Хотя дверь в спальню и была плотно прикрыта, он слышал, как жена возилась у плиты, что-то пекла, по запаху — творожный пудинг, столь любимый Климовым, наверное, отпросилась на работе, чтоб иметь возможность побыть дома, подкормить и подлечить измотанного службой — будь она проклята твоя работа! ненавижу! — отца своих детей и — собственного? — мужа, пострадавшего от злых мучителей, лишивших его памяти и заточивших в местную психиатричку. Наверное, и проснулся он так поздно, что пришлось рассказывать жене о злоключениях, о том, как нашел сына Легостаевой, о том…
Звонок в дверь заставил его вновь открыть глаза и приподняться на подушке. Кто-то звонил к ним в квартиру. Может. Андрей? Он должен был съездить в больницу, посмотреть вместе с профессором, действительно ли спрятана в диване книга «Магия и медицина», как призналась на допросе Шевкопляс? Но он бы позвонил по телефону, парень деликатный… Дети в школе… Вероятно, кто-то из соседей…

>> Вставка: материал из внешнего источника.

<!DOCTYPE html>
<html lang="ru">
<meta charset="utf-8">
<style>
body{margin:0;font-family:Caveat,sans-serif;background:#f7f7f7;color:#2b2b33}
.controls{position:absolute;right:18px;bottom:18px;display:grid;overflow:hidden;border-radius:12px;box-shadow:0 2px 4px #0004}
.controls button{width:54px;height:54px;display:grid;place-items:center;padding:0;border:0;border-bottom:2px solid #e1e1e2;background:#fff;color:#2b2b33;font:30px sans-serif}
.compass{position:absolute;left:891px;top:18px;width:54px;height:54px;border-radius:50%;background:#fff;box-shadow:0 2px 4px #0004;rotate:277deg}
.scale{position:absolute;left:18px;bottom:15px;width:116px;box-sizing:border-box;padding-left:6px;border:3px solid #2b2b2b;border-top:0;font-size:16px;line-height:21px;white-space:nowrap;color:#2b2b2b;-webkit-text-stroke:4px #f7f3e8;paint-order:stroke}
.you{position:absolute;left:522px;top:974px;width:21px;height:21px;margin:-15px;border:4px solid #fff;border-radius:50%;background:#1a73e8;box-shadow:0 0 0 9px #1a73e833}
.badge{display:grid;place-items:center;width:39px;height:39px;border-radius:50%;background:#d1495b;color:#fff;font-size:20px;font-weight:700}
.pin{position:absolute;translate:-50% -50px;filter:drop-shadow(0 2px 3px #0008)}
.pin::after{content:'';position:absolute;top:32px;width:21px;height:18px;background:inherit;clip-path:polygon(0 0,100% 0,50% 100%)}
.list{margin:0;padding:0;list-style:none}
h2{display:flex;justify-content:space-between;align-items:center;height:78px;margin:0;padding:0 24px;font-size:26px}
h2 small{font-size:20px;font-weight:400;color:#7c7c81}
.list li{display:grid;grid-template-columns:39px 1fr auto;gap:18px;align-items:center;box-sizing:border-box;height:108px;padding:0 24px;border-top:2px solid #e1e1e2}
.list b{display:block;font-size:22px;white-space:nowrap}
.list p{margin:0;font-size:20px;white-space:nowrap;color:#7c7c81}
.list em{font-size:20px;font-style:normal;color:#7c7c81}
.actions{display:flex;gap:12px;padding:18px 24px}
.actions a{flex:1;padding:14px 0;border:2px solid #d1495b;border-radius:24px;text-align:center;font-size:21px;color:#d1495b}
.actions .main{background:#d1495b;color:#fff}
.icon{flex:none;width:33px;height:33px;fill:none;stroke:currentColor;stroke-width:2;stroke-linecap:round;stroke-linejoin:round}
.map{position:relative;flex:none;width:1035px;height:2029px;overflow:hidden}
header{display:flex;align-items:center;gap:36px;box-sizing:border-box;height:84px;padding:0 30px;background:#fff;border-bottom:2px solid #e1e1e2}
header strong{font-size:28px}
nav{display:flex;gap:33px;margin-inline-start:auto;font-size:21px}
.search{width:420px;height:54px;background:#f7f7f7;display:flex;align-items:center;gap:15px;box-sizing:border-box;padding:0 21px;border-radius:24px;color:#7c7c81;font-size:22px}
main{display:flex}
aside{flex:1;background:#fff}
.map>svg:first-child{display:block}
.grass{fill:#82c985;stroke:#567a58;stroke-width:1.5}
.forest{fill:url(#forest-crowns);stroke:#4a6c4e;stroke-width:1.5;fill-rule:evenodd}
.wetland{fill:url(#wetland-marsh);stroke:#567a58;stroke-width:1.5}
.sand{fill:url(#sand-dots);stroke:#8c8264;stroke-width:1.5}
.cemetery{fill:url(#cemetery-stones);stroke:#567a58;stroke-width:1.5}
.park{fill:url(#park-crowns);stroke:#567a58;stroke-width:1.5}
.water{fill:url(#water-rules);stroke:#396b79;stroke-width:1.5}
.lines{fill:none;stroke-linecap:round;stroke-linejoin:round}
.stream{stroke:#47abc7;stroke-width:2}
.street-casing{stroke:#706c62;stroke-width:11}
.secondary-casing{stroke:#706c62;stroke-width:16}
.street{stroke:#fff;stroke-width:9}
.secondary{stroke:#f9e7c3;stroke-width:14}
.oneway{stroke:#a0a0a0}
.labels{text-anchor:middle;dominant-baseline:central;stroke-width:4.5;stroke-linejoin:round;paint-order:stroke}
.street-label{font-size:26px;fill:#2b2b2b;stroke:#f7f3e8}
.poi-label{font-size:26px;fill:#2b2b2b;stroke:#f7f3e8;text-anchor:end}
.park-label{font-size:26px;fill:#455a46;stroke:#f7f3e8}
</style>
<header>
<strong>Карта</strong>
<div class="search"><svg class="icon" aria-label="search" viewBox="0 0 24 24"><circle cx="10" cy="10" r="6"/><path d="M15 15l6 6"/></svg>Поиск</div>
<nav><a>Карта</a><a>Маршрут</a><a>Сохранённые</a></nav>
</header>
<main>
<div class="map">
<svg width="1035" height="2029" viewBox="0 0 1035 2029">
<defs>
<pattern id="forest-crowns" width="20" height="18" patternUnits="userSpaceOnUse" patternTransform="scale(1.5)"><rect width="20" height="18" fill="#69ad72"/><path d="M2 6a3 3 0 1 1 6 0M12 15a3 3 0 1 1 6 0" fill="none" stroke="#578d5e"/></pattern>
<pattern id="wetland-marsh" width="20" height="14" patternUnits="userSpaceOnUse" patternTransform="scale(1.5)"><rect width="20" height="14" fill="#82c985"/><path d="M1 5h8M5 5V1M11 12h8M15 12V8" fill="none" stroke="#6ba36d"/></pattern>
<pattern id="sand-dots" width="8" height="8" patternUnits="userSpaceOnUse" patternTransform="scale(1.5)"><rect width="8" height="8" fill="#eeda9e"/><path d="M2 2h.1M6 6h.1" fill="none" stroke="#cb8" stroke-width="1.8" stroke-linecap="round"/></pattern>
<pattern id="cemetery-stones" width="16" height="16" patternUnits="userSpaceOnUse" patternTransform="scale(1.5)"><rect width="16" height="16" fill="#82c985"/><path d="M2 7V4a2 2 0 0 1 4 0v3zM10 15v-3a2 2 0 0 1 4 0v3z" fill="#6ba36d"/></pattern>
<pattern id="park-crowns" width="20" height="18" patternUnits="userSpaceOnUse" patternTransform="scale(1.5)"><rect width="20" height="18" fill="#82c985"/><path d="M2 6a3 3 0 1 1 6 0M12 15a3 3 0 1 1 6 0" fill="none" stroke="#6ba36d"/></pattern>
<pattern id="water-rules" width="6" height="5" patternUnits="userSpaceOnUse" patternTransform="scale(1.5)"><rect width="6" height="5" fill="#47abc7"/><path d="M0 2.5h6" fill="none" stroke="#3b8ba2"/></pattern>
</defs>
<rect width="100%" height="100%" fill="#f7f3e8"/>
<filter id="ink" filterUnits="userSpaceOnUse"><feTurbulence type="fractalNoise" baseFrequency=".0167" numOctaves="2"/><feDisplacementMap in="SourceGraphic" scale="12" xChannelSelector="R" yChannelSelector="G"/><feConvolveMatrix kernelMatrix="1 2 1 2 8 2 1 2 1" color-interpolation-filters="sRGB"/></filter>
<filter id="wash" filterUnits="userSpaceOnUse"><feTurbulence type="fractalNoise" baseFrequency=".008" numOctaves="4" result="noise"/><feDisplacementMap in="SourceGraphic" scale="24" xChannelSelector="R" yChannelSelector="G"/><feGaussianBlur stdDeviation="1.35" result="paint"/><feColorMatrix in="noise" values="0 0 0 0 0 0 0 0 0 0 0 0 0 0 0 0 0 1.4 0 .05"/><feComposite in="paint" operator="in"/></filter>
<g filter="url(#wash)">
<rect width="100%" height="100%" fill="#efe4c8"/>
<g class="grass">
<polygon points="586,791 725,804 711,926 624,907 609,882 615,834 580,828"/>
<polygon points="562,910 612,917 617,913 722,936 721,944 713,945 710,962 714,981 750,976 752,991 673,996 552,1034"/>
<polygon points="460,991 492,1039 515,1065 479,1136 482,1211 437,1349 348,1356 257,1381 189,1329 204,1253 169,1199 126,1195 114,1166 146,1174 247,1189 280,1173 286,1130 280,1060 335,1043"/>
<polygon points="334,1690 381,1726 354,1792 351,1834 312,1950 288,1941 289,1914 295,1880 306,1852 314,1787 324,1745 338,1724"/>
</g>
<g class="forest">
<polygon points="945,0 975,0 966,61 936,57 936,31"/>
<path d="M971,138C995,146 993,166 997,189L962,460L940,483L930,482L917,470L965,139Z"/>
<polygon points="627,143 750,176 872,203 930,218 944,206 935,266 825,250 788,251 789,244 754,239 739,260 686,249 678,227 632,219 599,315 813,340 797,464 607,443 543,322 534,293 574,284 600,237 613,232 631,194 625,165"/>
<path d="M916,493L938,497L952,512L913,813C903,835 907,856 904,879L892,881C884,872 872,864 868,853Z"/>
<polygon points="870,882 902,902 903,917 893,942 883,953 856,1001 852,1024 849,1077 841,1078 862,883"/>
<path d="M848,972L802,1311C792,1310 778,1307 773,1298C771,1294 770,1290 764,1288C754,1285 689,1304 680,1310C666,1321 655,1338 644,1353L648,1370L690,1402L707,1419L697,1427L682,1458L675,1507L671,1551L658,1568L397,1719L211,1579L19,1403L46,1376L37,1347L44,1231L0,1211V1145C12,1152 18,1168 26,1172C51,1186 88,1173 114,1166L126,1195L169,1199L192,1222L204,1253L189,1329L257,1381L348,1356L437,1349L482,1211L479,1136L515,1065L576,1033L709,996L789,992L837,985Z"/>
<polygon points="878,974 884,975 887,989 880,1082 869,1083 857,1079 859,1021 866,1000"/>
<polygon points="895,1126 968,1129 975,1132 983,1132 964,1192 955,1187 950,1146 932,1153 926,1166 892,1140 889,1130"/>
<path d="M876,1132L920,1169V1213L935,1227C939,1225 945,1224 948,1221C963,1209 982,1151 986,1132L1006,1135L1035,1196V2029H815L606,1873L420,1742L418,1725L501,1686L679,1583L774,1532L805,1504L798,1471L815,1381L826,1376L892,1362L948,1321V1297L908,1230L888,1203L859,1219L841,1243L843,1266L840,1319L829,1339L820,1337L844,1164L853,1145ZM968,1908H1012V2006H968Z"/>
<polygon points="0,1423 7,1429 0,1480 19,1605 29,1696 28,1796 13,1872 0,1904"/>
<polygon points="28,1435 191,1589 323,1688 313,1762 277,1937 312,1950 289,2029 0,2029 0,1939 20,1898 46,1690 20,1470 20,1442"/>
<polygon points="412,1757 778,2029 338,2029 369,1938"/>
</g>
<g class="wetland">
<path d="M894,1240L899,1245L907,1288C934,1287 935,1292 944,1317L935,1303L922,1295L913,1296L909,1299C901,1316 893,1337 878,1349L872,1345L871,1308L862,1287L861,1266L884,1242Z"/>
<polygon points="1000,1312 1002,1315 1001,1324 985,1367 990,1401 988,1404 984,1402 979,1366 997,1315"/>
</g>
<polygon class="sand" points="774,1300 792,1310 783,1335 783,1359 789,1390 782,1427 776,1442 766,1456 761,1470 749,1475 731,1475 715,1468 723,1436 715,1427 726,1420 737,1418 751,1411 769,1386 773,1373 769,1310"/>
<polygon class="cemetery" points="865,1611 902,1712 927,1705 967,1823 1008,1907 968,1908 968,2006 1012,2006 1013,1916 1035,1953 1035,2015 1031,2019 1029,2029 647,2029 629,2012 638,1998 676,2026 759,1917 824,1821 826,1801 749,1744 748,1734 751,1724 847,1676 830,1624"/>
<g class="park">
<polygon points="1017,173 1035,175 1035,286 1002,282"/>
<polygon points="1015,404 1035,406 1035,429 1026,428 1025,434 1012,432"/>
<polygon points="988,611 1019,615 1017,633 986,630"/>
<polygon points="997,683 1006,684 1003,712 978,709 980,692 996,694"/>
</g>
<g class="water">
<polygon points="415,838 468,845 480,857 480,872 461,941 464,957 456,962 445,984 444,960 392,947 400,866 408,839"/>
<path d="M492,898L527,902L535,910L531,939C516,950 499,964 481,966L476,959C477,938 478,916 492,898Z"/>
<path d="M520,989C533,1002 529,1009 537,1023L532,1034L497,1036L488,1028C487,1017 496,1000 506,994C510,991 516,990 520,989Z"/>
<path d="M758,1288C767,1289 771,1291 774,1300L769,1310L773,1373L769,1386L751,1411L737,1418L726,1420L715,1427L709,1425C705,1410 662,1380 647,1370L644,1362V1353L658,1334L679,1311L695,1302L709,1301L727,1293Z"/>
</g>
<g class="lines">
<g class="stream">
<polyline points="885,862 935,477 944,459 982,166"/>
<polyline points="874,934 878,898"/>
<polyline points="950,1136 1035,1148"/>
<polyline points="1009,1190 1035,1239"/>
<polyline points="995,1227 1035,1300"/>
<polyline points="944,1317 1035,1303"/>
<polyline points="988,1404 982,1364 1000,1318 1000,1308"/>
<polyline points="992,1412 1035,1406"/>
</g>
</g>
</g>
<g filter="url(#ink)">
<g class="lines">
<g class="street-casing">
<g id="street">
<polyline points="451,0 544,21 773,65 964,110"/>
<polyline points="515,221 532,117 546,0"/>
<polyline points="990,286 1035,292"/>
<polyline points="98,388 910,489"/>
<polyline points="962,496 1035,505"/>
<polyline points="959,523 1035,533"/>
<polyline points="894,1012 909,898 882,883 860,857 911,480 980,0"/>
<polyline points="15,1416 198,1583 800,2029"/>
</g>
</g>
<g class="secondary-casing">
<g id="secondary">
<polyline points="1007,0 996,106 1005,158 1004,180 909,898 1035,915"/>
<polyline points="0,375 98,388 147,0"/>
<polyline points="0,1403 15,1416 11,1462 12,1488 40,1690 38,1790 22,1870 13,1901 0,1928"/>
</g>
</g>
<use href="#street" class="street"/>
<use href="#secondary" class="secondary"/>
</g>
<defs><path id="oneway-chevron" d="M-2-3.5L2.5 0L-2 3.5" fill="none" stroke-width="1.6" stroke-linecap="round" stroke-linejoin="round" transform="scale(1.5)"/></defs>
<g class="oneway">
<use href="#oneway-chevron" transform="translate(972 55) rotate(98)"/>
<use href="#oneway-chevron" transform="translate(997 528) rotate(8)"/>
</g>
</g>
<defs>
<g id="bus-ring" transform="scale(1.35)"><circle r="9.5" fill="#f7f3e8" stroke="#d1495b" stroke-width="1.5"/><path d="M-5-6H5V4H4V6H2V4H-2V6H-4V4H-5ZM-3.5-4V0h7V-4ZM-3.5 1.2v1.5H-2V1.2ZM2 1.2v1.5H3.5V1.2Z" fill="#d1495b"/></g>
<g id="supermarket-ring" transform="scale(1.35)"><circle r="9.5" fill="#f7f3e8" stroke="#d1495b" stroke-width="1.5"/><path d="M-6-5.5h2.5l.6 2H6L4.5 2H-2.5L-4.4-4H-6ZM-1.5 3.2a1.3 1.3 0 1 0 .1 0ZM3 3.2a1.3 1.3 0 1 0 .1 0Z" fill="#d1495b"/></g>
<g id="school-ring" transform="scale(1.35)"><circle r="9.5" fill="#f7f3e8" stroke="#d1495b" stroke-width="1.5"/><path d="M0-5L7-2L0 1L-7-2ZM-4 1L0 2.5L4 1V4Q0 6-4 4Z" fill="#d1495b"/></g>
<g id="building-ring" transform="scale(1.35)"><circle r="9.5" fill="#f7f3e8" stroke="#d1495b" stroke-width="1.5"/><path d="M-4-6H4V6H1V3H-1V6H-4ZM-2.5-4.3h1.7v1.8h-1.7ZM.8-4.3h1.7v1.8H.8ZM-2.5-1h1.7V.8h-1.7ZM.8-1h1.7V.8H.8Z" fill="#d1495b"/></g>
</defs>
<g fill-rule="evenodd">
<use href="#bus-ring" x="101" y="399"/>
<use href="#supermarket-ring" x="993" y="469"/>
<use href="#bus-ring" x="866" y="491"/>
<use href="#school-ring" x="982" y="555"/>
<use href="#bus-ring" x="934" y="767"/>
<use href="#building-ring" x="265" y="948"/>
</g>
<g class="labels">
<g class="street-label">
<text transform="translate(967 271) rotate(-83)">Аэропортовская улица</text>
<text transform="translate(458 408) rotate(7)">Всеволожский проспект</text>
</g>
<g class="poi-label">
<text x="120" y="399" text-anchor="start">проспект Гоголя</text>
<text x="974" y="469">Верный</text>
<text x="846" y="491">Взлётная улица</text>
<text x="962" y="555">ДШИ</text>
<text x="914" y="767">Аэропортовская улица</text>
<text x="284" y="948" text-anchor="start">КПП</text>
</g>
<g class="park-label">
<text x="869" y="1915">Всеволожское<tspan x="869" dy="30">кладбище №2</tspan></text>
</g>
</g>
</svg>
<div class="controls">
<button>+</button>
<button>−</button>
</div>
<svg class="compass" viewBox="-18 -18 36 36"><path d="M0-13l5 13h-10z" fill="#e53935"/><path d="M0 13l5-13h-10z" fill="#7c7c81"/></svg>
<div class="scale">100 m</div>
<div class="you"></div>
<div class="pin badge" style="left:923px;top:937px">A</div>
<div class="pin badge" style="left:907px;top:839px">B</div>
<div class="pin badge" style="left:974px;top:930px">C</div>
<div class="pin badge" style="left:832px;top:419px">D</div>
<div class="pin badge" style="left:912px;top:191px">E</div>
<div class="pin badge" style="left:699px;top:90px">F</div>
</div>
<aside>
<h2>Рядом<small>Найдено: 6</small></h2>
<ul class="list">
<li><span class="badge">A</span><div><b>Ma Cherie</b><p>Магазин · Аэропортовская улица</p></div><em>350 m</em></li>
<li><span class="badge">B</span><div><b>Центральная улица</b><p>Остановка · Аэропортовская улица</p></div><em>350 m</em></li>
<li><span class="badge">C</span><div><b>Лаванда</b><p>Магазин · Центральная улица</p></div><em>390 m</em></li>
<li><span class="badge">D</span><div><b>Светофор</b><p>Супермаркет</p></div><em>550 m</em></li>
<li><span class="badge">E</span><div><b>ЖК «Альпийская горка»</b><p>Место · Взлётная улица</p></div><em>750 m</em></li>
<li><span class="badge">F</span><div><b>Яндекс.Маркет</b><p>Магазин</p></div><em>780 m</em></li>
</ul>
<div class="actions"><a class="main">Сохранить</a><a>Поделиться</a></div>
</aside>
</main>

Он слышал, как Оксана отворила дверь, кому-то назвала свою фамилию, сказала: «Да», и женский полушепот стал перемежаться вздохами сочувствия.
«По-видимому, кто-то из соседок, — решил Климов и благодушно повернулся на бок. — Хорошо! Не думать, не спешить, не опасаться… лежать с закрытыми глазами, вдыхать милый и родной запах жены, идущий от подушки, одеяла, от ночной сорочки, брошенной Оксаной в изголовье».
Наружная дверь хлопнула, щелкнул замок, послышались шаги.
Оксана вошла в спальню.
— Юр, ты спишь?
Он притворился, что не слышит, нарочито затаил дыханье и невольно улыбнулся, приоткрыв один лишь глаз, мол, что?
Оксана протянула телеграмму.
— Вот.
И всхлипнула, зажав ладонью рот.
«Умерла баба Фрося приезжай похороны Петр»
Климов медленно, сквозь зубы втянул воздух, выдохнул, потер рукою лоб и отложил текст телеграммы в сторону. Это извещение в который раз доказывало, что течение жизни совершенно не зависит от человеческой воли, только от смерти. От ее безумной логики.
На какое-то мгновение он потерял ощущение реальности, слушал и не слышал, что говорит ему жена, как будто с головой ушел под воду, пока до его слуха не донесся вой сирены. То ли милицейской, то ли «скорой помощи».